(Stored data entries)
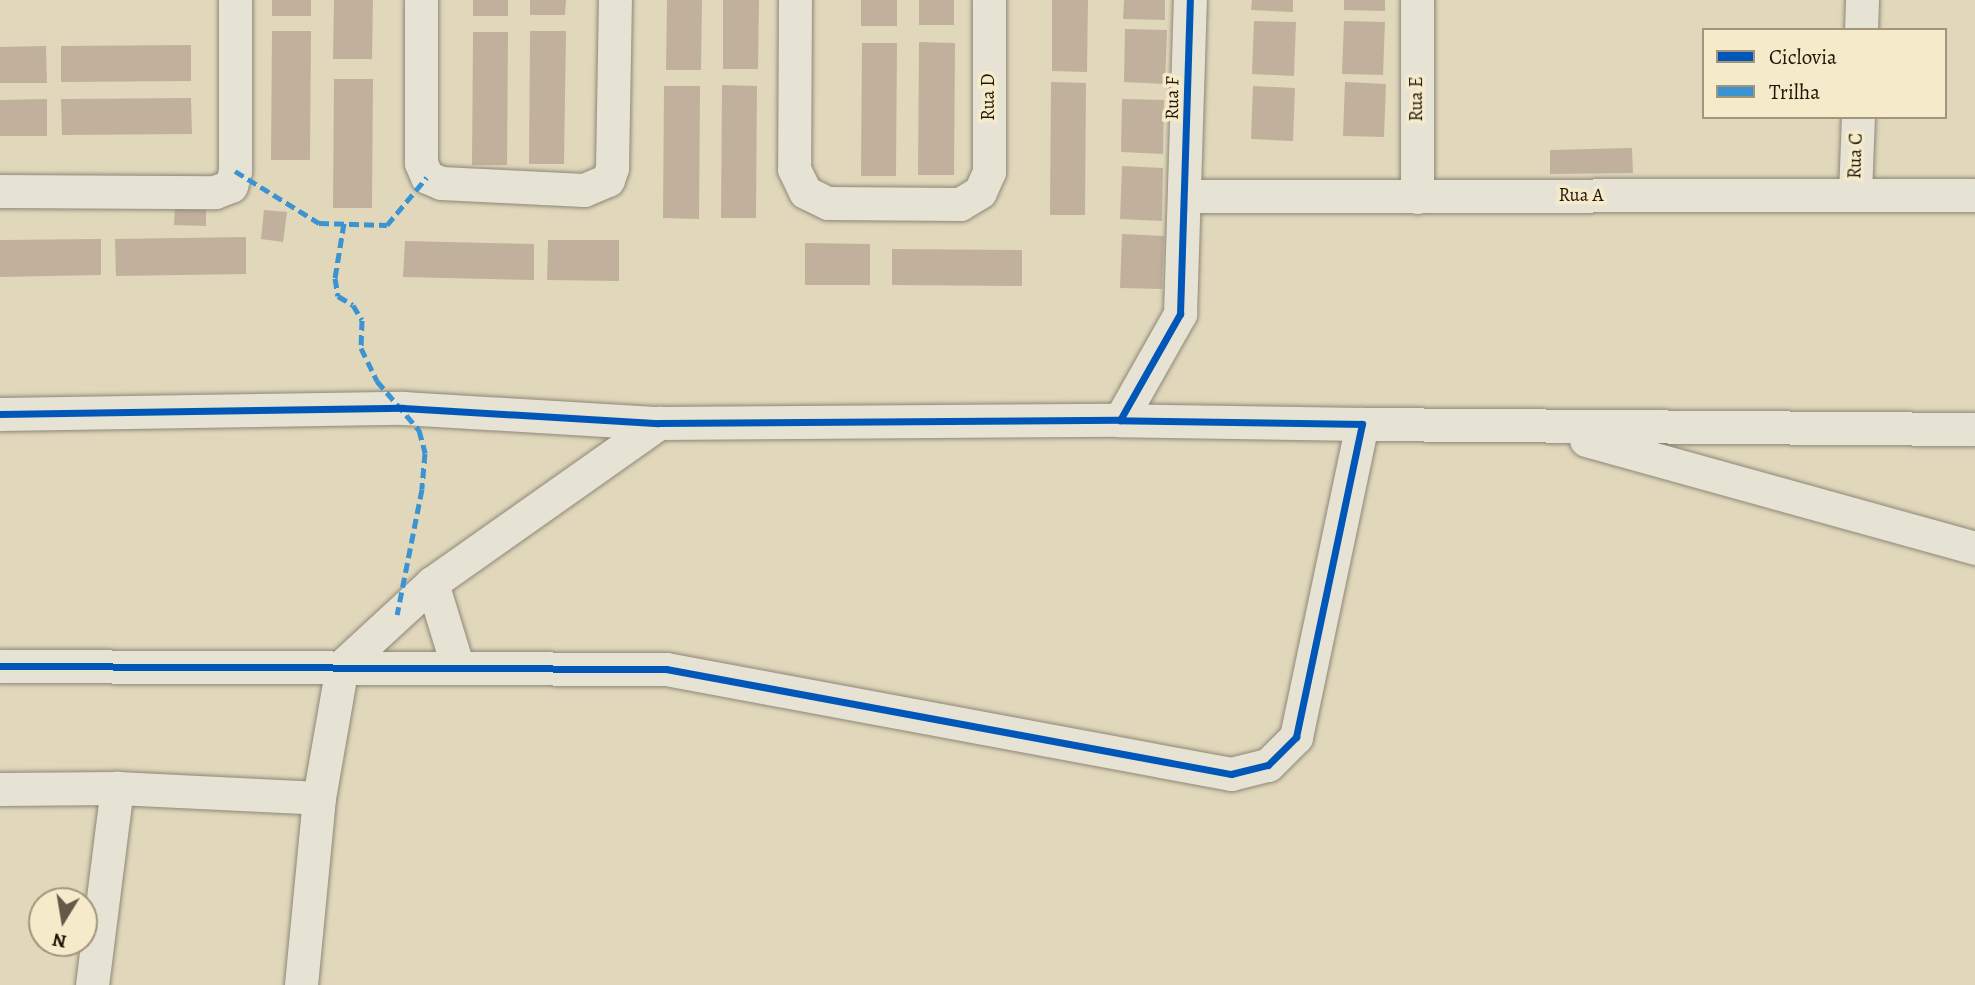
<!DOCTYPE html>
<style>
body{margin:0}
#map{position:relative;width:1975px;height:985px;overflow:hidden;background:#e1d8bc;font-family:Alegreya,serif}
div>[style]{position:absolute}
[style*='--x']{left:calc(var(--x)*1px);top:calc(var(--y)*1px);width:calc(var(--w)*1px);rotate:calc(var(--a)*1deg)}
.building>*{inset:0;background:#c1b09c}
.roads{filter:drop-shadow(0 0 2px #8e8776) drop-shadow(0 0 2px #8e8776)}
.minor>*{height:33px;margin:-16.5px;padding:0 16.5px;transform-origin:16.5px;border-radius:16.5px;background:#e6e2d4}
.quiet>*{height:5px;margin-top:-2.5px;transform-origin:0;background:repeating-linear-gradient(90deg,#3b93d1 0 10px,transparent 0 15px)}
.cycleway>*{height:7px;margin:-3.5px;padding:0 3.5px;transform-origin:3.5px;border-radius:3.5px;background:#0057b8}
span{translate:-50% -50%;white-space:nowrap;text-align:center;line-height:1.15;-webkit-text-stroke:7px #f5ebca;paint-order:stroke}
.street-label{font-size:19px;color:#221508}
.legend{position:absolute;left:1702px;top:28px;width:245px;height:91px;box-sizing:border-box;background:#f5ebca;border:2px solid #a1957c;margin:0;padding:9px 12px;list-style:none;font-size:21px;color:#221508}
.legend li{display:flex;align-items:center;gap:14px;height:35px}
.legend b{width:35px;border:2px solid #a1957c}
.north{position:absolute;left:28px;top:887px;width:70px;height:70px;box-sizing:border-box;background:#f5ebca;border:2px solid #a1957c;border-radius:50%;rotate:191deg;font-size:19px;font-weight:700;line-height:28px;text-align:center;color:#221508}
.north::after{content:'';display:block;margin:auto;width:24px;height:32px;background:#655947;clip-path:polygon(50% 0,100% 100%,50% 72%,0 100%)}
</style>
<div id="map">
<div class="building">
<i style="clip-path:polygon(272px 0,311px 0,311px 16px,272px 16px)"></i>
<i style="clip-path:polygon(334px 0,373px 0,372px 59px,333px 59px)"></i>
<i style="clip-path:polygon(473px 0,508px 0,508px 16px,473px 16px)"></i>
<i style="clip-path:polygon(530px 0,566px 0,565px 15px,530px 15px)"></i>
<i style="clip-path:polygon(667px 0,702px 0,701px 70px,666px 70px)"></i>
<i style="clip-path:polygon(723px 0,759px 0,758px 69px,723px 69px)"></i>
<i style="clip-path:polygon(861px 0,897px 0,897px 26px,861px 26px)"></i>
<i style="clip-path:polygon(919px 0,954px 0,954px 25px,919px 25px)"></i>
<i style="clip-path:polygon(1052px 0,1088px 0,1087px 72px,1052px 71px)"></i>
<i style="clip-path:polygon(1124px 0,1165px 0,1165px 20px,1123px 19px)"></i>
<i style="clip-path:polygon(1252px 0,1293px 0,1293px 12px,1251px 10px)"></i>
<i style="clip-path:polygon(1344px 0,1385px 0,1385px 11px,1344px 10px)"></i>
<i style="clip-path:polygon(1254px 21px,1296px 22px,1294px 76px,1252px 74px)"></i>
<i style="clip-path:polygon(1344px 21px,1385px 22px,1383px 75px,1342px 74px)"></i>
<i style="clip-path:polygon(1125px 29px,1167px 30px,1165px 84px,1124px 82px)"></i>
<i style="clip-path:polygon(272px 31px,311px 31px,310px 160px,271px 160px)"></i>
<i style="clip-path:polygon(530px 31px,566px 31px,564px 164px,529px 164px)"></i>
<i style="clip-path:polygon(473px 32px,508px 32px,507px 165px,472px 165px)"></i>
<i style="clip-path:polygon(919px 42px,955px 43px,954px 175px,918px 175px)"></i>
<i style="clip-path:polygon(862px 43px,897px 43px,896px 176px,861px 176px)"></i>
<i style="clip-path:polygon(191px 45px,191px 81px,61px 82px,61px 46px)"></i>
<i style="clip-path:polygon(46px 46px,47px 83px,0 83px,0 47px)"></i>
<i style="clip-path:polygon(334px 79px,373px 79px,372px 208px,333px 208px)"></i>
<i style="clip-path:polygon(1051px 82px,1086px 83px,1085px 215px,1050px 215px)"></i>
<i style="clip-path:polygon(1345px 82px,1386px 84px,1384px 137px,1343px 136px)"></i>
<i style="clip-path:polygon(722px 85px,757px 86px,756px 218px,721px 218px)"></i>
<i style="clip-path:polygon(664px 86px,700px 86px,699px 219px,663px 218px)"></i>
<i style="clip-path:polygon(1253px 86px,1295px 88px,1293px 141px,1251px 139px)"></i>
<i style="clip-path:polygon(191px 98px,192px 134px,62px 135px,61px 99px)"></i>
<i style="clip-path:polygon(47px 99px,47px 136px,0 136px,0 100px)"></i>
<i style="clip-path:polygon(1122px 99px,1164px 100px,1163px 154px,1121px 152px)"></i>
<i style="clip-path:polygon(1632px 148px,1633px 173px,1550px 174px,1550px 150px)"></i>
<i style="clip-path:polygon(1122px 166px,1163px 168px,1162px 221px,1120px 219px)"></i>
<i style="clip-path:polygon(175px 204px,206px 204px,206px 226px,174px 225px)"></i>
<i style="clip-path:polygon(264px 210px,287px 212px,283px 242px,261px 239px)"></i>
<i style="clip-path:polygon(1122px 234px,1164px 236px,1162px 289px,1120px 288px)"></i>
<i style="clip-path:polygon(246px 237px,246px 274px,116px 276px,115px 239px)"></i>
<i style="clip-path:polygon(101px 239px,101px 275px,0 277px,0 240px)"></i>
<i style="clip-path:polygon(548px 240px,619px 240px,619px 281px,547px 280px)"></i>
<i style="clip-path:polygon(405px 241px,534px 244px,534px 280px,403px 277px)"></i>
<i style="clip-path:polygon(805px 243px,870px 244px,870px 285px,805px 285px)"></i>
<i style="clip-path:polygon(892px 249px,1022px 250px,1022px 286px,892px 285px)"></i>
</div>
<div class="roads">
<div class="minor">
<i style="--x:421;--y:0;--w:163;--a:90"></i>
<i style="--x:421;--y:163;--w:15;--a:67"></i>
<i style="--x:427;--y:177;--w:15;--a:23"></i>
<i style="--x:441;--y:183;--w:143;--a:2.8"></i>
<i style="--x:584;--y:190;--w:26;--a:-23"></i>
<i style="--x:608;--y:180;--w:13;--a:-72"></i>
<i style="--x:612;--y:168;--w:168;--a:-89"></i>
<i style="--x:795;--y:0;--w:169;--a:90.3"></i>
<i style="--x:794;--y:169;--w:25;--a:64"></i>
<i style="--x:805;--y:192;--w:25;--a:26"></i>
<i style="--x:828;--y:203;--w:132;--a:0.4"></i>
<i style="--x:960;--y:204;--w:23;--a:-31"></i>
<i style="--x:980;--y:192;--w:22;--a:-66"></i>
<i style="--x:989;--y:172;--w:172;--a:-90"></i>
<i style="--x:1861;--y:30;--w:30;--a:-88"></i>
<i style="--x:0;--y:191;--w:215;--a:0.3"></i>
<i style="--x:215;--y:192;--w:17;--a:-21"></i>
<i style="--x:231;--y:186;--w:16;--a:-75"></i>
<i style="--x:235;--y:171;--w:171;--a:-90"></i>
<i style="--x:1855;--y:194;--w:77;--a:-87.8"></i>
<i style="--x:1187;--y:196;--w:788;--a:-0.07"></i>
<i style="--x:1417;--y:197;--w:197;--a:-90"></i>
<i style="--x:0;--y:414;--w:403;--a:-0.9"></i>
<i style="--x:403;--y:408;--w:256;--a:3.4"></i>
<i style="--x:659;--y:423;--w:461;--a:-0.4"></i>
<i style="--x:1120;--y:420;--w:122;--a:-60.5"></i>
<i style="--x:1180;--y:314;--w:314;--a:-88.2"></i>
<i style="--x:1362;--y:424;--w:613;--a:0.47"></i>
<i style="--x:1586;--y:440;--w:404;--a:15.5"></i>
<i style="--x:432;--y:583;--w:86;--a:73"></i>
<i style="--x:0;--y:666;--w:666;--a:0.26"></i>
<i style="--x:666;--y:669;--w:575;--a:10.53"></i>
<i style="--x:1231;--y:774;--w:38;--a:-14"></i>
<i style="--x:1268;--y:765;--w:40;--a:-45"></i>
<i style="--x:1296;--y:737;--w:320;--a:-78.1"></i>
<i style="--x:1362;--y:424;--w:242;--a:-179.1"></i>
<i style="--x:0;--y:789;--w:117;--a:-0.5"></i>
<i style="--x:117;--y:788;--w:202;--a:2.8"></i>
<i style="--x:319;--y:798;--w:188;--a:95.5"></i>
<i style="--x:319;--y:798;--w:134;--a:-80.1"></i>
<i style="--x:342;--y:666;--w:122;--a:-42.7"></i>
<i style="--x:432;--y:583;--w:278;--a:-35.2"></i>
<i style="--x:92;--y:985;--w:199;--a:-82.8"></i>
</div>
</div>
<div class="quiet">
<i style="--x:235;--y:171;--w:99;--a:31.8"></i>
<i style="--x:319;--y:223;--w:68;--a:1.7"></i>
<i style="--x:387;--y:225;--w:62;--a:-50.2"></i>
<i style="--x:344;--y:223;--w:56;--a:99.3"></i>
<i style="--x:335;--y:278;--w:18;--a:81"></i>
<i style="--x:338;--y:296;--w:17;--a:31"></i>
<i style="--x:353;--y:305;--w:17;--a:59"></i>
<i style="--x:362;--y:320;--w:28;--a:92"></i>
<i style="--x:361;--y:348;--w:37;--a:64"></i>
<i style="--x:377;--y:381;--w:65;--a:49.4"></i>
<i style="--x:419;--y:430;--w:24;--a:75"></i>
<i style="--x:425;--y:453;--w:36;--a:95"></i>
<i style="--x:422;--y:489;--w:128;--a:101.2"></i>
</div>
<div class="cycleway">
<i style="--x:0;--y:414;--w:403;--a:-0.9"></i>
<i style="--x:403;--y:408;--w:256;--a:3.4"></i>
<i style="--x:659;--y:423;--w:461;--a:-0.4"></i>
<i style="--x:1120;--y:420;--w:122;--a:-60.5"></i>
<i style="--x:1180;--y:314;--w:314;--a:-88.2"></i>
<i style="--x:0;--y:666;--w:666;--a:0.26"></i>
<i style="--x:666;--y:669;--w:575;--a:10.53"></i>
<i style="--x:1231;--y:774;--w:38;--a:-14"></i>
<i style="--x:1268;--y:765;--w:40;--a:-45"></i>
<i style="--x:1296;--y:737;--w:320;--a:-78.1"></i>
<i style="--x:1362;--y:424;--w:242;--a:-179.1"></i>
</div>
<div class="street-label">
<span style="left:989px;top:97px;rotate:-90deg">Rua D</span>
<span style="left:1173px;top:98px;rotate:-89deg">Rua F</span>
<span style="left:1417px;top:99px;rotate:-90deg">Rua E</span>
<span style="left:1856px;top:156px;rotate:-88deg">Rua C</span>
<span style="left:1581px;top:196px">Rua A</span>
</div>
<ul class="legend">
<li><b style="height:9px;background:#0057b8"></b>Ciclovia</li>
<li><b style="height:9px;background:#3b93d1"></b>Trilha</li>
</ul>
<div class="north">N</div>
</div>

▸ **Task statement**
The lines to be transcribed are those from the first line of the data above through the line holding "2px #8e8776) drop-shadow(0", inclusive; copy them exactly and only, leaving out the pictures.

▸ **Answer box**
<!DOCTYPE html>
<style>
body{margin:0}
#map{position:relative;width:1975px;height:985px;overflow:hidden;background:#e1d8bc;font-family:Alegreya,serif}
div>[style]{position:absolute}
[style*='--x']{left:calc(var(--x)*1px);top:calc(var(--y)*1px);width:calc(var(--w)*1px);rotate:calc(var(--a)*1deg)}
.building>*{inset:0;background:#c1b09c}
.roads{filter:drop-shadow(0 0 2px #8e8776) drop-shadow(0 0 2px #8e8776)}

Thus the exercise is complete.